Figure 2—figure supplement 2. Robustness of intrinsic STP evoked by 100 Hz train at unitary GC-MLI synapses.

(A) Functional mapping of synaptic responses recorded during 100 Hz trains in 99 neurons (See Materials and methods). PCA transformation are computed independently for each train (n > 1000) based on the charge value of each EPSC in the train. Consecutive recordings from the same synaptic terminals are represented with the same color code (orange, purples blue or pink points). Note that these recordings are located in a very specific position inside the cloud of points indicating that the profile of STP is conserved during successive stimulation at 100 Hz of the same synaptic input. (B) Normalized EPSC charges plotted against the stimulus number for responses highlighted in A (same color code). Left panel, synaptic responses from synapses with the same behavior during 100 Hz train are clustered nearby inside the PCA transform. Right panel, synaptic responses from synapses with distinct behaviors during 100 Hz trains are positioned at distant positions in the PCA transform. (C) STP profile was not skewed by changes in PF excitability in minimal stimulation experiments. Potentially, high current values can recruit additional PFs during trains and low current values can be associated with failures of PF excitation. These non-synaptic phenomena can induce unexpected changes in the profile of STP. However, neither charges of EPSC at the first stimuli (blue points), PPR (green points), PC1 (purple point) or PC2 (orange points) could be correlated with stimulus intensities.

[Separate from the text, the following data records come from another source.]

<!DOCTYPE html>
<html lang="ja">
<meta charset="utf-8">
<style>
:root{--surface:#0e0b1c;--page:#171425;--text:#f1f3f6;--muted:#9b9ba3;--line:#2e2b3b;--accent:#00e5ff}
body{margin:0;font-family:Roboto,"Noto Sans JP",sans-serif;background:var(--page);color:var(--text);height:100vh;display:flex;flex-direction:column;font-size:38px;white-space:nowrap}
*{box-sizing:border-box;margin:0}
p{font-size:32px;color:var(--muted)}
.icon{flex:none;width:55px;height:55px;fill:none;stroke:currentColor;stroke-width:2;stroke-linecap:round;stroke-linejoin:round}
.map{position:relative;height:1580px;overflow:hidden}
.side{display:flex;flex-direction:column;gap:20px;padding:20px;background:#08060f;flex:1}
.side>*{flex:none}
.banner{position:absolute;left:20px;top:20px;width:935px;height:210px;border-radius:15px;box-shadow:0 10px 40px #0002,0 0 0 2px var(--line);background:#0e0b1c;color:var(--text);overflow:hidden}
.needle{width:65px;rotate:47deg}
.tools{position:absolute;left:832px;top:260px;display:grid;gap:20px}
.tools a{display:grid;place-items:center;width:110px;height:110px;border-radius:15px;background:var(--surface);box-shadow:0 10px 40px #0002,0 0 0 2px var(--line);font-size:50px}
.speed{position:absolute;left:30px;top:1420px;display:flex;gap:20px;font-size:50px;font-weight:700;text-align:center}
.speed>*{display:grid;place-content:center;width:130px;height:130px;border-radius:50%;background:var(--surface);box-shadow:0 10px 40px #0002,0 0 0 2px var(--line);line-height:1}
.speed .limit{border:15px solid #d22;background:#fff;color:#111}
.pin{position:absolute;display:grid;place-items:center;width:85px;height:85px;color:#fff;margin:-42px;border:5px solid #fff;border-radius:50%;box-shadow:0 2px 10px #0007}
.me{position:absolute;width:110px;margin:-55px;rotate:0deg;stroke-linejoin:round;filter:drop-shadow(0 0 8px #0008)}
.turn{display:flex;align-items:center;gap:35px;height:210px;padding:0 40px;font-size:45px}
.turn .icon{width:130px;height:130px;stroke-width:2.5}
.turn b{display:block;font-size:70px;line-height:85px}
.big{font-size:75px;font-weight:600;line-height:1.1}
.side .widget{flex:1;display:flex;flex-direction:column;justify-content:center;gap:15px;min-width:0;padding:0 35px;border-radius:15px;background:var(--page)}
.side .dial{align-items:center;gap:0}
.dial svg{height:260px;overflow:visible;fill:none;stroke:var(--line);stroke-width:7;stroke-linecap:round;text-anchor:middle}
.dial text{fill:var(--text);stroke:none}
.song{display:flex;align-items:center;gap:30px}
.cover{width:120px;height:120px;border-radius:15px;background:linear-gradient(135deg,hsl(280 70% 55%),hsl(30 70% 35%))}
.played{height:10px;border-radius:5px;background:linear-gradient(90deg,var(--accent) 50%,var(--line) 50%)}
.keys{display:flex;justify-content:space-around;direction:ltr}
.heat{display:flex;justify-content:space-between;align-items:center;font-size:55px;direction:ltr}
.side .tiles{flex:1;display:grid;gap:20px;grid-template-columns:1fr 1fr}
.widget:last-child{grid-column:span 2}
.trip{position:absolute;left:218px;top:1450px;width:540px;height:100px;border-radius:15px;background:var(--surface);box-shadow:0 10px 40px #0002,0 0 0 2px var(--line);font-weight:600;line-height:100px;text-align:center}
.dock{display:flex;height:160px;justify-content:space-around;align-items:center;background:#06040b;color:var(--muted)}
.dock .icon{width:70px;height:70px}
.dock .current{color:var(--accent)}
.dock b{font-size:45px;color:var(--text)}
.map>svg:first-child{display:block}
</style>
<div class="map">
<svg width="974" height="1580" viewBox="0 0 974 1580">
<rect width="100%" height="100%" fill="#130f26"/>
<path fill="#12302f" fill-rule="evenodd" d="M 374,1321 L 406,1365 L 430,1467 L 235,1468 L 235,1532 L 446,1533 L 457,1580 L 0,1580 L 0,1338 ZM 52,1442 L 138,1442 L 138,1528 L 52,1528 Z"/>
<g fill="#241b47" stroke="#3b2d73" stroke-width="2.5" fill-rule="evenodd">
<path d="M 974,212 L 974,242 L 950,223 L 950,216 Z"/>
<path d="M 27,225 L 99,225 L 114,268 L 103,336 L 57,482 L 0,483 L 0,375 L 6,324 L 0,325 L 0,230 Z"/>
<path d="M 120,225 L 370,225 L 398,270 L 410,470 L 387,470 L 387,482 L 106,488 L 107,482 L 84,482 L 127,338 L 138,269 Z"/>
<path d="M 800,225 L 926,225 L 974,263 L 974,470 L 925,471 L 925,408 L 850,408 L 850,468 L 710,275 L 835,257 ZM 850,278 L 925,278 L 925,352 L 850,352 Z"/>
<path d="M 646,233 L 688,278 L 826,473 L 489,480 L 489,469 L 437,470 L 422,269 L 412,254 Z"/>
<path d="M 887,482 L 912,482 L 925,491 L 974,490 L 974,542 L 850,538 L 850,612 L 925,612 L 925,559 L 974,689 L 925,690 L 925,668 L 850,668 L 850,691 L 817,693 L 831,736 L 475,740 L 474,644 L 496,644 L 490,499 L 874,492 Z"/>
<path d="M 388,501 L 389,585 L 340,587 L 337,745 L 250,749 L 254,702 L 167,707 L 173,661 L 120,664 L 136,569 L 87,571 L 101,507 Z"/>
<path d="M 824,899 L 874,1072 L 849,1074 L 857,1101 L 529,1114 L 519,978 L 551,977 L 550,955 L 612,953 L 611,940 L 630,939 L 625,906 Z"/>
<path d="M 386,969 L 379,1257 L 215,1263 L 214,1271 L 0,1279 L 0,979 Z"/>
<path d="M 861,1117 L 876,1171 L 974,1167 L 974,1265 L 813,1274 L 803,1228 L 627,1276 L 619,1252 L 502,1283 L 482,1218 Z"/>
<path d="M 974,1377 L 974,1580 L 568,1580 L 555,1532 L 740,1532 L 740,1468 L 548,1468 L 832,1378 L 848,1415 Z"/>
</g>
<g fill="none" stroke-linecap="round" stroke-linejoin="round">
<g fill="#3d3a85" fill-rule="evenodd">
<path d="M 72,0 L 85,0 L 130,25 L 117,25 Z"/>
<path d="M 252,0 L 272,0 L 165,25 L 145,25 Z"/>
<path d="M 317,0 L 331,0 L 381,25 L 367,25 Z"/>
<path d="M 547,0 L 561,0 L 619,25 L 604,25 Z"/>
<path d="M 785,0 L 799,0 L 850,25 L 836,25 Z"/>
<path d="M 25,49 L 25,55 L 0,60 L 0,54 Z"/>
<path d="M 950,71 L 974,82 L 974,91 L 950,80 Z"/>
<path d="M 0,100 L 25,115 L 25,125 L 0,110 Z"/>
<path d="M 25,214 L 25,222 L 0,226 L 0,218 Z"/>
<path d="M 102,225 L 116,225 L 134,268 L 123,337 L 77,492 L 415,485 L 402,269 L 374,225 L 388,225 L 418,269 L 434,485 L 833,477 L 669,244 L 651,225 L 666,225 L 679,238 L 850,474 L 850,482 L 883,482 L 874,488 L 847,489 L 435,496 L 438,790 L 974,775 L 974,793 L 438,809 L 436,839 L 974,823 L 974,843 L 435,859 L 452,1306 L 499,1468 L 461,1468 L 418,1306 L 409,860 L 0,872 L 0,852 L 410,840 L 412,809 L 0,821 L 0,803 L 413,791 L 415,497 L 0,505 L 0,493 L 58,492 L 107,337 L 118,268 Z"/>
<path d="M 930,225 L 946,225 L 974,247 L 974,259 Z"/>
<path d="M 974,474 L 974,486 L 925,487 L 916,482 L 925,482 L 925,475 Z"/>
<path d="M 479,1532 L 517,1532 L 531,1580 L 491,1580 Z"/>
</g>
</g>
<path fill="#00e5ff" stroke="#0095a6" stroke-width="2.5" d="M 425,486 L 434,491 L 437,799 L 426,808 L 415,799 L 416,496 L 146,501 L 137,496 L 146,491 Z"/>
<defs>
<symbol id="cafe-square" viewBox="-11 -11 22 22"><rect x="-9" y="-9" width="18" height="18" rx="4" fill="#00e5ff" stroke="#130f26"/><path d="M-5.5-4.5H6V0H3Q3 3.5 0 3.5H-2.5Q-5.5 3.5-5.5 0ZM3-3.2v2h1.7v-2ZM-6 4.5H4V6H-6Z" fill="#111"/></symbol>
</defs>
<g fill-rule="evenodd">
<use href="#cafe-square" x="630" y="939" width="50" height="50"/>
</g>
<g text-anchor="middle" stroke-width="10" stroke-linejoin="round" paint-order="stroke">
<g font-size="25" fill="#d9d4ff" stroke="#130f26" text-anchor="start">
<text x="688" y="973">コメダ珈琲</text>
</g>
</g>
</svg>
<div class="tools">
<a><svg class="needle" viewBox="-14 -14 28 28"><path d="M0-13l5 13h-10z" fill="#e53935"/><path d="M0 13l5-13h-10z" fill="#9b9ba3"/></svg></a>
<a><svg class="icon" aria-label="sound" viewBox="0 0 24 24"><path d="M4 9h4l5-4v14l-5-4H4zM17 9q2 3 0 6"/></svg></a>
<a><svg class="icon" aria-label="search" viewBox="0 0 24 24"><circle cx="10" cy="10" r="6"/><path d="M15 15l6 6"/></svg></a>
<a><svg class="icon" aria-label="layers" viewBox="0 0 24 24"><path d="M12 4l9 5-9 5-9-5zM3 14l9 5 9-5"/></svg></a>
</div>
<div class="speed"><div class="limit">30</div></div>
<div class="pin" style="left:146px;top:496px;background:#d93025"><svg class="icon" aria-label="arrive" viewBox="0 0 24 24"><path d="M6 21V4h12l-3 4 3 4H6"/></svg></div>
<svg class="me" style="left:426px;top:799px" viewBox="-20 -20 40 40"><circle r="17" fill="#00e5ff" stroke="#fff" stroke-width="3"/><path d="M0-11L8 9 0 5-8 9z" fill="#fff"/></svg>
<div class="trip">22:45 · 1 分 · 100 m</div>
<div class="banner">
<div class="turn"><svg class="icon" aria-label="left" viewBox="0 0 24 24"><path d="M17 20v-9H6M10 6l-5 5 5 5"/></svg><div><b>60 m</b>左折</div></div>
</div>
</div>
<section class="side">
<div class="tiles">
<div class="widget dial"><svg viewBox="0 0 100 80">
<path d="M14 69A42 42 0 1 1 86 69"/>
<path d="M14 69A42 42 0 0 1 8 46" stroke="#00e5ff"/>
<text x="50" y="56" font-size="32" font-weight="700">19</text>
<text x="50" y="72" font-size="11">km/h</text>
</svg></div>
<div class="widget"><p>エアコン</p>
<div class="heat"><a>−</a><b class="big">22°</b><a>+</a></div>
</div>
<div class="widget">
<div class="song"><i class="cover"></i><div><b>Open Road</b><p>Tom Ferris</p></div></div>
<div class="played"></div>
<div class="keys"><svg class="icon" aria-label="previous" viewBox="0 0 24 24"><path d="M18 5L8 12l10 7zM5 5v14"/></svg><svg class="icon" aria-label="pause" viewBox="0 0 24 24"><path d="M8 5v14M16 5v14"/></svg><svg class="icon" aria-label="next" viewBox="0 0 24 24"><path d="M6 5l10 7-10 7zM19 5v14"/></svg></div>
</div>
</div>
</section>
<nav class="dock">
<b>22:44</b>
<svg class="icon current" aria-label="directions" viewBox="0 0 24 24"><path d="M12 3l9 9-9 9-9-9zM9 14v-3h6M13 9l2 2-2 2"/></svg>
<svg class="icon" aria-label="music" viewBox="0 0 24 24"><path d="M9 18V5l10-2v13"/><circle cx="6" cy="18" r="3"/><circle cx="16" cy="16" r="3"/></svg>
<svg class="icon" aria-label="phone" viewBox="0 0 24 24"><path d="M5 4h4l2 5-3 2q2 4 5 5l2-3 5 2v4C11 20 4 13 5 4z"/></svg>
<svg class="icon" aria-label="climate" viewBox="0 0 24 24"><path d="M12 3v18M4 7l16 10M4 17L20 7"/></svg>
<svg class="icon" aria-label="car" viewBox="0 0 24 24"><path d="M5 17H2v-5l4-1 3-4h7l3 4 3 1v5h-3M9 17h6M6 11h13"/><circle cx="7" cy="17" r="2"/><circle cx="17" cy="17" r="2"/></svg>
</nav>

The lack of valid relationships between these parameters and current intensity indicated that in the vast majority of experiments, STP profile was shaped by synaptic mechanisms rather than change in PF excitability.

Figure 2—figure supplement 3. The classification of GC-MLI synapses using PCA transformation followed by k-means clustering analysis was weakly impacted by the first response.

(A) Scatter plot of PC1 and PC2 obtained by analyzing EPSC properties during 100 Hz train in WT mice (n = 96) either by taking in account the first response (left, same dataset as in Figure 2) or without taking in account the first response in the train (right). (B) Corresponding mean values of normalized EPSC amplitudes during 100 Hz train according to the four categories of inputs for both types of analysis. (C) Corresponding circular diagrams representing the relative proportion of each category for each type of analysis.